● **SOURCE RECORDS**:
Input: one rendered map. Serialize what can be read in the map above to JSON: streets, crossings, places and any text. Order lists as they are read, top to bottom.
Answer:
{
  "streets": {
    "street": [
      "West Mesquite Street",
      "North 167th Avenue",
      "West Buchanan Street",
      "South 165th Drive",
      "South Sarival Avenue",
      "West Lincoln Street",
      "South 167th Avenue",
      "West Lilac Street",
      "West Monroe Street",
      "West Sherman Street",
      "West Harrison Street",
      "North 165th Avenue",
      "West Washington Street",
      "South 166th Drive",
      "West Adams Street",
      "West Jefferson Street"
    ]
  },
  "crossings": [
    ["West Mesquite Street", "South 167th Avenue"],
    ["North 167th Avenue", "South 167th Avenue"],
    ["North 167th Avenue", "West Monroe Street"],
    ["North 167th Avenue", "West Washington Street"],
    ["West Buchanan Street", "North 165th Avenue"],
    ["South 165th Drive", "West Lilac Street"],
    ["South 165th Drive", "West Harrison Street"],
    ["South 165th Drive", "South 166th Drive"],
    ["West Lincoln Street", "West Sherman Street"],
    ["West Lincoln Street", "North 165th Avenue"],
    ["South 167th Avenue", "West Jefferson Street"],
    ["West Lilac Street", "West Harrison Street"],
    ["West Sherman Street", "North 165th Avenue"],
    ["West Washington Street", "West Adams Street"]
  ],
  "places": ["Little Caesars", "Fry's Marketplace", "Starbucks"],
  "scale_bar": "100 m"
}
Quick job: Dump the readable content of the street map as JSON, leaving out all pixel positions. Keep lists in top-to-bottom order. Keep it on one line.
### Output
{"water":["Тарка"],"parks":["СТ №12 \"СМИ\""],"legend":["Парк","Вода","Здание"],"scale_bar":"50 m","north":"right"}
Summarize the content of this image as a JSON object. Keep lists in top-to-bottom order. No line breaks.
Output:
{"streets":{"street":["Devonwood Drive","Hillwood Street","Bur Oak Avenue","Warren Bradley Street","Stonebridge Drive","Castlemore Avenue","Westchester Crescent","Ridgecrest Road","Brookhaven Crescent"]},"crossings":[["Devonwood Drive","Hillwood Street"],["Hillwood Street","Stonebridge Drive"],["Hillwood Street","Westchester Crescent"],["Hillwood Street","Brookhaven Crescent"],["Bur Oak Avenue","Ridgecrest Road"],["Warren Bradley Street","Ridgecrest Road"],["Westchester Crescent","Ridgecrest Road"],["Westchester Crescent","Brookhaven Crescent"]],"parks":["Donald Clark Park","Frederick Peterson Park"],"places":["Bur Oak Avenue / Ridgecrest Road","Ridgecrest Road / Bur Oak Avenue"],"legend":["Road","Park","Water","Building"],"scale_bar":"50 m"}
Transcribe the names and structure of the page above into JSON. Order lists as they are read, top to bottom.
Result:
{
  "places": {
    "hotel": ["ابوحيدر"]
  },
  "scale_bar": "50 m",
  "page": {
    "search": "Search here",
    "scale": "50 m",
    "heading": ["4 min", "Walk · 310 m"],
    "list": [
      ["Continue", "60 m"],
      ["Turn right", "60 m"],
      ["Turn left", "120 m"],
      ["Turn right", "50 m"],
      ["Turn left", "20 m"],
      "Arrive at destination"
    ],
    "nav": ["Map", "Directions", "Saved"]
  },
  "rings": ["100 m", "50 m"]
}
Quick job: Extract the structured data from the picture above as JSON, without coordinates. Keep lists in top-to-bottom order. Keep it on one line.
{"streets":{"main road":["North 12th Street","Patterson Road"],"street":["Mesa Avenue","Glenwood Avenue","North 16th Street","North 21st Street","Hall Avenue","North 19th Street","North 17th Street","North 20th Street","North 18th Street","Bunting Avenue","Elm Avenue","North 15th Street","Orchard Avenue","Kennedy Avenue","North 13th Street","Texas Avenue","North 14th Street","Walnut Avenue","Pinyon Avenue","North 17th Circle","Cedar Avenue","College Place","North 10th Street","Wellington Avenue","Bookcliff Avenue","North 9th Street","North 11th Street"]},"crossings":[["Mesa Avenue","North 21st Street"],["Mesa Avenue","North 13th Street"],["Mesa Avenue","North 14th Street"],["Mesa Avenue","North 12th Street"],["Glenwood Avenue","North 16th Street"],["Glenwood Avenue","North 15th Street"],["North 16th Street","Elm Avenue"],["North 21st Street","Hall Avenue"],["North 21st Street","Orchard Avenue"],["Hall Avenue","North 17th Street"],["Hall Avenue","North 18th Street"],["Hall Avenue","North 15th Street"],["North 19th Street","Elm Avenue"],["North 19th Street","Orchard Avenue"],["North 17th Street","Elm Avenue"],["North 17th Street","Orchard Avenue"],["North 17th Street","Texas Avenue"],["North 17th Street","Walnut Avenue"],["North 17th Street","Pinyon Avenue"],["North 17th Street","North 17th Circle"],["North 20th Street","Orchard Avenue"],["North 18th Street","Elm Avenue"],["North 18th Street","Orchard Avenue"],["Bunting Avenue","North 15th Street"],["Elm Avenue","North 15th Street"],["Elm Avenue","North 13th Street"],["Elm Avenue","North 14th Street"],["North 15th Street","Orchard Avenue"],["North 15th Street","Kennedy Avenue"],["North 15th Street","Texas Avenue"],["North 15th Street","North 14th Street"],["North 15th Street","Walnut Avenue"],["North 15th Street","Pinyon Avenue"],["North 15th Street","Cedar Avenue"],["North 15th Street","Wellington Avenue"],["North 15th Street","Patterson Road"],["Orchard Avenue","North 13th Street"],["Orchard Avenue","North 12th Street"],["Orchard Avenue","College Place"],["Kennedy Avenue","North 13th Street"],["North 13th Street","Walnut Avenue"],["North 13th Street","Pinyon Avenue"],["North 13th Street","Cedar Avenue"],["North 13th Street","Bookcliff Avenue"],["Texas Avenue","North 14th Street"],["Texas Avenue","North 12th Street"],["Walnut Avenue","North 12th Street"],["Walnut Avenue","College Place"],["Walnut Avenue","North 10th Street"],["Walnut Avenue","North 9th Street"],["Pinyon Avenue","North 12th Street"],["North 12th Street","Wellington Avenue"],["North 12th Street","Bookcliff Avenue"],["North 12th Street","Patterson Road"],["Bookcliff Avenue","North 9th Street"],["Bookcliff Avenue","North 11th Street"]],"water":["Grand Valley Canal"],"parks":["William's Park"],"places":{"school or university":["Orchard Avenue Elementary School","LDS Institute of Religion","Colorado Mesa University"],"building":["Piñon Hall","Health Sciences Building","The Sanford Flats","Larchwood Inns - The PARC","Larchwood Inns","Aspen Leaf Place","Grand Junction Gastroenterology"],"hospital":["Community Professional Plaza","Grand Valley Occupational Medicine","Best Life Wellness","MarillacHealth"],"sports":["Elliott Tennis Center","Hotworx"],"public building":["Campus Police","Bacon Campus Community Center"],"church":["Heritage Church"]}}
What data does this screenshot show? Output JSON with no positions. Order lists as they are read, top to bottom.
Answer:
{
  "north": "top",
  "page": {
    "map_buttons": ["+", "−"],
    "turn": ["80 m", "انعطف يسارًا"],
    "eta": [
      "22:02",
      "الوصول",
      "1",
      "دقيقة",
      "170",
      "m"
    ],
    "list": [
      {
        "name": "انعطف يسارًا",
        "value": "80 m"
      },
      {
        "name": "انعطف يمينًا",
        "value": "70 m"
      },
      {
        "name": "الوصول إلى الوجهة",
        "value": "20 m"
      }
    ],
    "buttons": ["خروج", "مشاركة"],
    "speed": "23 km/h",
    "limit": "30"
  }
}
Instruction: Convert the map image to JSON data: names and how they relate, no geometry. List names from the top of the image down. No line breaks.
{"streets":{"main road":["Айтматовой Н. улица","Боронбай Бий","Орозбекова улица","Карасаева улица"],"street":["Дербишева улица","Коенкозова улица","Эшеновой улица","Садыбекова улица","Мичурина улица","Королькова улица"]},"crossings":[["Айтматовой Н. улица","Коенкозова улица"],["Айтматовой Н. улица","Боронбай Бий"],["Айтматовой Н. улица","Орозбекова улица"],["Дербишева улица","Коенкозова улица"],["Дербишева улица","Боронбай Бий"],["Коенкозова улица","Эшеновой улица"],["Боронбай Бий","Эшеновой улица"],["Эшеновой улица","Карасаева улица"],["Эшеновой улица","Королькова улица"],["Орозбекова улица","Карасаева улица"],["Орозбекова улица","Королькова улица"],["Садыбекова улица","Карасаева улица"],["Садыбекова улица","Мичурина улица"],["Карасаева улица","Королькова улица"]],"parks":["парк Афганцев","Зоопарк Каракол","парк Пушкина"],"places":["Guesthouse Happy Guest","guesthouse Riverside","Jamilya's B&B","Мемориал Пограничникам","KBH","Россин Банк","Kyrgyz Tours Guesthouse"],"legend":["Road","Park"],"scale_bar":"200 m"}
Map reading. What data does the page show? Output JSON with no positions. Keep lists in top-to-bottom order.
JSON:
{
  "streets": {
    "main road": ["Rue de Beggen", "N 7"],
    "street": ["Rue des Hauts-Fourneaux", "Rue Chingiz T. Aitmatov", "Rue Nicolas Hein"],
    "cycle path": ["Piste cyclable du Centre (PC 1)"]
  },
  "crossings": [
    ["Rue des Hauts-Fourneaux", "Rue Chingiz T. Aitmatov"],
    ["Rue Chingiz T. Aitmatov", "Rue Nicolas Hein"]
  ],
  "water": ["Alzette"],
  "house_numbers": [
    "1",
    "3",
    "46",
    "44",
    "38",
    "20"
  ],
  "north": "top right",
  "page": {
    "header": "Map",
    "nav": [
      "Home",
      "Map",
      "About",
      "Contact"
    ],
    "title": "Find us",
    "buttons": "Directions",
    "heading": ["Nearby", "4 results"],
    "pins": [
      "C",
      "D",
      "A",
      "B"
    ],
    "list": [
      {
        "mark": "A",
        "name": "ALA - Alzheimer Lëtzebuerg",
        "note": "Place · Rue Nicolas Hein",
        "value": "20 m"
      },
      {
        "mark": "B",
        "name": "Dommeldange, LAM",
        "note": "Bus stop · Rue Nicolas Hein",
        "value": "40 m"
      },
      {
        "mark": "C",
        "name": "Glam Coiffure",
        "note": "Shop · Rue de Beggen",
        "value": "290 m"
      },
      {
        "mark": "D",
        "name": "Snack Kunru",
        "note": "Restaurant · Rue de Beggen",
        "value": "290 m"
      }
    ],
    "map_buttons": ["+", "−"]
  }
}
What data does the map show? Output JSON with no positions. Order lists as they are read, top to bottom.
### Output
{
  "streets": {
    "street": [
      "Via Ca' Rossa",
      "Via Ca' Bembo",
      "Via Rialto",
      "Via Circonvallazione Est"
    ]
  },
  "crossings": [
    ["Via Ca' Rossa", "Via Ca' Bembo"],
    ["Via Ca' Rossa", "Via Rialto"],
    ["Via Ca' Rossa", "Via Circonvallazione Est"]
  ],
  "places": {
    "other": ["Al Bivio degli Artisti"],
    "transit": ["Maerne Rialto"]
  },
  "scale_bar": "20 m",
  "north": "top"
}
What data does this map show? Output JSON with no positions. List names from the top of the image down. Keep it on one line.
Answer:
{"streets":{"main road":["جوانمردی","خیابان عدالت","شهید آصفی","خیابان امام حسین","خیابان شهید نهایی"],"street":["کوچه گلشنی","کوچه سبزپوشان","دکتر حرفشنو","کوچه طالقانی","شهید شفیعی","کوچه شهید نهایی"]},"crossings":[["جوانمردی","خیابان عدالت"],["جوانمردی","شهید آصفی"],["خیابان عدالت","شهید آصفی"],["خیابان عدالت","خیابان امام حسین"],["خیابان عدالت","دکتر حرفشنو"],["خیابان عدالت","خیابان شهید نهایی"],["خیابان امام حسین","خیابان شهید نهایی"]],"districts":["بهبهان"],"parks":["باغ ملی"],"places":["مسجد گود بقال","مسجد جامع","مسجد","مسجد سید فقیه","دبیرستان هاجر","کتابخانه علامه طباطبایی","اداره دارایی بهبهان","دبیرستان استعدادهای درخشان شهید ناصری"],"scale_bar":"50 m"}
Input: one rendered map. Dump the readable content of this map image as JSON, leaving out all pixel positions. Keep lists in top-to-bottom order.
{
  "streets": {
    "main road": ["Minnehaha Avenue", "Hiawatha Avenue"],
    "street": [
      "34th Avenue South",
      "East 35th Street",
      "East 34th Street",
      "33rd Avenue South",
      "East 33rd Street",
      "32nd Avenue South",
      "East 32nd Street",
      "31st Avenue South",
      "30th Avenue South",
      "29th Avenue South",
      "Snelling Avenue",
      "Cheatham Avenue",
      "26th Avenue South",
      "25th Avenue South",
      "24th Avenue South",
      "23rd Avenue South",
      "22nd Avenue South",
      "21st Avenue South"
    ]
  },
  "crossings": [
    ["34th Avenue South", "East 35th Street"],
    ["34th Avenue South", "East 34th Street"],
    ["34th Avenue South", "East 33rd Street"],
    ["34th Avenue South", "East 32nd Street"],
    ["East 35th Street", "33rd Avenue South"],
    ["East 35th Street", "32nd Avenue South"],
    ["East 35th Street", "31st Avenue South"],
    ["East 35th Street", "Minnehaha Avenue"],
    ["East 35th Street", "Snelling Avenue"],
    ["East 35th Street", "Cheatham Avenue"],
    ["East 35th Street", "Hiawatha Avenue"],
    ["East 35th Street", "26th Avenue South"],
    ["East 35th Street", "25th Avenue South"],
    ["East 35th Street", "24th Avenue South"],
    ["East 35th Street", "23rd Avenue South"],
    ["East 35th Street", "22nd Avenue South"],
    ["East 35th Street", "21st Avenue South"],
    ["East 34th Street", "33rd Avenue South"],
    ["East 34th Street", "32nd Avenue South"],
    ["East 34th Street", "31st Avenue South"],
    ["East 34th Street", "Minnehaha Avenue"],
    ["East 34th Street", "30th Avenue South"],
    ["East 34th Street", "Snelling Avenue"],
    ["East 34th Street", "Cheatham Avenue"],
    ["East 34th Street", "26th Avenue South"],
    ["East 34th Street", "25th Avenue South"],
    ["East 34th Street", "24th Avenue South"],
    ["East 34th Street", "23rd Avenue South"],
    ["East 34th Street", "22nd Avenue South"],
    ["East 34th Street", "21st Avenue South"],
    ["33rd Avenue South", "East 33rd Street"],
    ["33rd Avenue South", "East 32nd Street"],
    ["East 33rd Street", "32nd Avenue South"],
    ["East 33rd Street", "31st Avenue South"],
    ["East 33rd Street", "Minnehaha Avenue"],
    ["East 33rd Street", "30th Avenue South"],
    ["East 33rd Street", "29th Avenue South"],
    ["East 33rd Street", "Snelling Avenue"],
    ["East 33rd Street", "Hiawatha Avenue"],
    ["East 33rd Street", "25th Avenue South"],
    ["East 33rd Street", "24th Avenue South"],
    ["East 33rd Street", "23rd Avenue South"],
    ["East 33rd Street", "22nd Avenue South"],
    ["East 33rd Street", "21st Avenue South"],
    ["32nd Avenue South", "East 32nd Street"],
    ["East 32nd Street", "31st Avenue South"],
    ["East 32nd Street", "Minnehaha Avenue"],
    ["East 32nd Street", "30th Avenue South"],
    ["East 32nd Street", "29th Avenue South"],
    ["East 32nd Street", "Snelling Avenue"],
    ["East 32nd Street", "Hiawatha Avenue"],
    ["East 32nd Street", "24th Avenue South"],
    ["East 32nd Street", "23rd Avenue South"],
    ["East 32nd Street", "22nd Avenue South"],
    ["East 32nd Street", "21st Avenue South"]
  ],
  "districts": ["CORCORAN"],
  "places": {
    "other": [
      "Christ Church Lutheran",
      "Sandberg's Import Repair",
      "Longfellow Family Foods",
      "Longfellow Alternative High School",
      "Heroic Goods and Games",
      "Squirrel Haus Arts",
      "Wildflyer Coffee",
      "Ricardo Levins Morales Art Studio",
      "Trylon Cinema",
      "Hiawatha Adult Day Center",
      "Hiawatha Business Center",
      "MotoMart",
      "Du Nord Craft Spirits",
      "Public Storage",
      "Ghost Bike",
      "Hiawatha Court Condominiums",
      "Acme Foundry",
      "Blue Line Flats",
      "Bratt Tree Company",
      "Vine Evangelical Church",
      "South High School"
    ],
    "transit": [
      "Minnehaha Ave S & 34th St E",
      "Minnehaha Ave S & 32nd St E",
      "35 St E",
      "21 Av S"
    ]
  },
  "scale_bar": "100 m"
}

● **PROMPT**: Scan the data above. Return every line with "Jefferson" in it.

● **EXERCISE RESULT**:
      "West Jefferson Street"
    ["South 167th Avenue", "West Jefferson Street"],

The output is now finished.